UPDATE: In September 2015, Drax announced that they were pulling out of this project which therefore now seems unlikely to go ahead.
The White Rose Project by Drax, Alstom and BOC is a new coal power station (possibly to be co-fired with biomass) next to Drax’s existing coal and biomass power station, for which a planning application has already been submitted. The White Rose plant would be capable of capturing carbon but it could technically be run more efficiently and cheaply as a conventional coal power plant without any CCS and it would be flexible to burn coal or wood pellets. The planning application for the White Rose plant is separate to one submitted by National Grid for a CO2 pipeline, although the pipeline application will have an impact on whether the power station could be consented as a CCS plant.
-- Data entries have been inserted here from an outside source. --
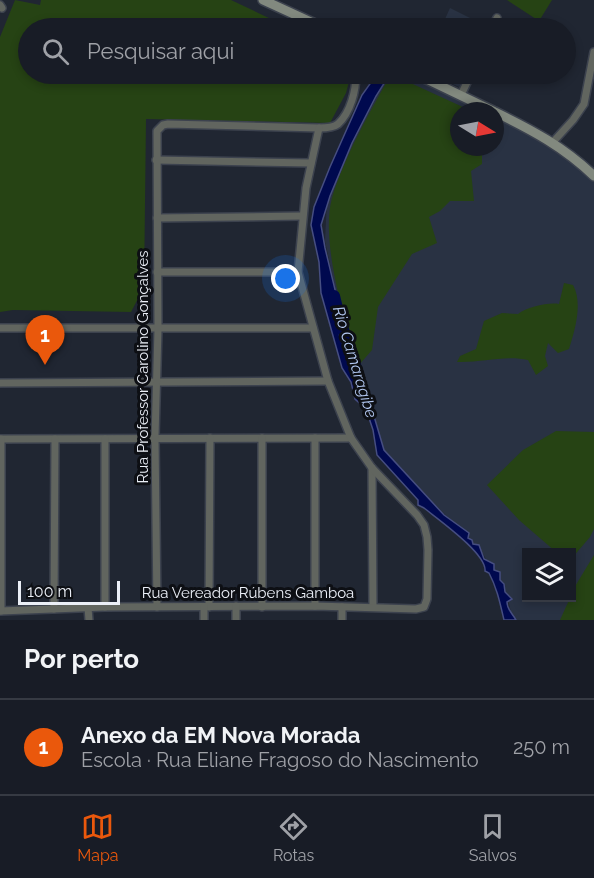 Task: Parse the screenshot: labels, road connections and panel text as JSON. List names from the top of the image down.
{
  "streets": {
    "street": ["Rua Professor Carolino Gonçalves", "Rua Vereador Rúbens Gamboa"]
  },
  "crossings": [
    ["Rua Professor Carolino Gonçalves", "Rua Vereador Rúbens Gamboa"]
  ],
  "water": ["Rio Camaragibe"],
  "scale_bar": "100 m",
  "north": "right",
  "page": {
    "search": "Pesquisar aqui",
    "pins": "1",
    "scale": "100 m",
    "heading": "Por perto",
    "list": [
      {
        "mark": "1",
        "name": "Anexo da EM Nova Morada",
        "note": "Escola · Rua Eliane Fragoso do Nascimento",
        "value": "250 m"
      }
    ],
    "nav": ["Mapa", "Rotas", "Salvos"]
  }
} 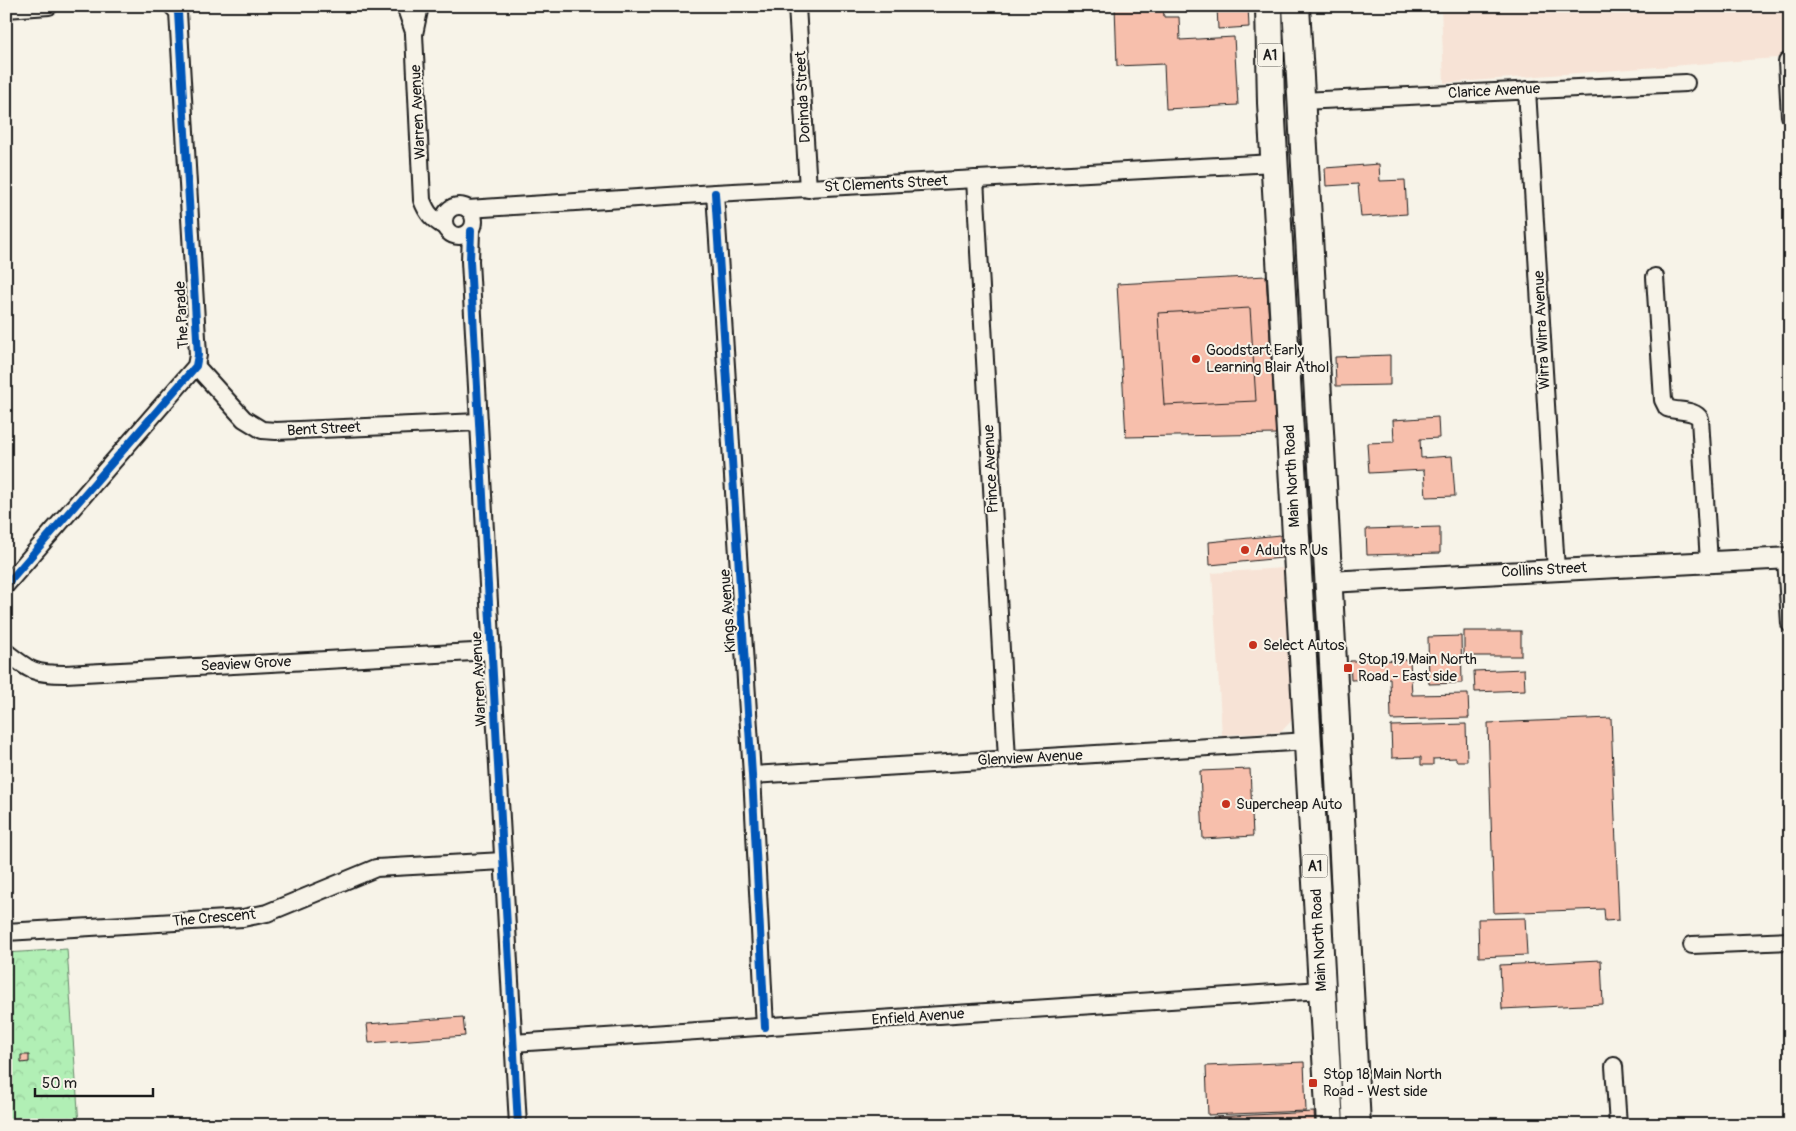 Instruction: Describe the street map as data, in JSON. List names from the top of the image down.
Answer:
{
  "streets": {
    "highway": ["A1", "Main North Road", "Collins Street"],
    "street": [
      "Clarice Avenue",
      "Dorinda Street",
      "Warren Avenue",
      "St Clements Street",
      "The Parade",
      "Wirra Wirra Avenue",
      "Bent Street",
      "Prince Avenue",
      "Kings Avenue",
      "Seaview Grove",
      "Glenview Avenue",
      "The Crescent",
      "Enfield Avenue"
    ]
  },
  "crossings": [
    ["Clarice Avenue", "Wirra Wirra Avenue"],
    ["Clarice Avenue", "Main North Road"],
    ["Dorinda Street", "St Clements Street"],
    ["Warren Avenue", "St Clements Street"],
    ["Warren Avenue", "Bent Street"],
    ["Warren Avenue", "Seaview Grove"],
    ["Warren Avenue", "The Crescent"],
    ["Warren Avenue", "Enfield Avenue"],
    ["St Clements Street", "Prince Avenue"],
    ["St Clements Street", "Main North Road"],
    ["St Clements Street", "Kings Avenue"],
    ["The Parade", "Bent Street"],
    ["Wirra Wirra Avenue", "Collins Street"],
    ["Prince Avenue", "Glenview Avenue"],
    ["Main North Road", "Collins Street"],
    ["Main North Road", "Glenview Avenue"],
    ["Main North Road", "Enfield Avenue"],
    ["Kings Avenue", "Glenview Avenue"],
    ["Kings Avenue", "Enfield Avenue"]
  ],
  "places": {
    "other": [
      "Goodstart Early Learning Blair Athol",
      "Adults R Us",
      "Select Autos",
      "Supercheap Auto"
    ],
    "transit": ["Stop 19 Main North Road - East side", "Stop 18 Main North Road - West side"]
  },
  "scale_bar": "50 m"
}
The White Rose project is one of just two ‘preferred bidders’ for a £900 million capital grant from DECC and the developers have already received £50 million from DECC for a feasibility study. DECC also expects the project to attract a Green Investment Bank loan. If the plant was built and consistently run with CCS, it would be eligible for annual subsidies (Contract for Difference) and for up to €300 million from the European Commission.
However, there is no guarantee that the power station would operate with consistent, maximum CO2 capture or indeed with carbon capture at all. The plant would be automatically exempt from any limits on carbon emissions (and thus any requirement to capture carbon) for a period of three years. After three years, they could legally operate by either capturing just half the carbon, or by co-firing up to 50% wood pellets or any combination thereof.
No other country in the world is investing in a scheme like the White Rose project. The technology for capturing carbon this way has already been tested and shown to be too expensive and inefficient to be commercially viable. Only a technological breakthrough could change this situation. Major public funding for a technology which two large energy firms have tested and dismissed as commercially unviable will not make CCS any more commercially viable; it will merely increase the demand for coal and potentially for wood pellets, as well as increasing CO2 emissions from coal mining, from logging and forest degradation (if wood pellets are co-fired) and from the new power plant’s smokestack since, at the very most, only 90% of CO2 can be captured, with no guarantee of any being captured at all.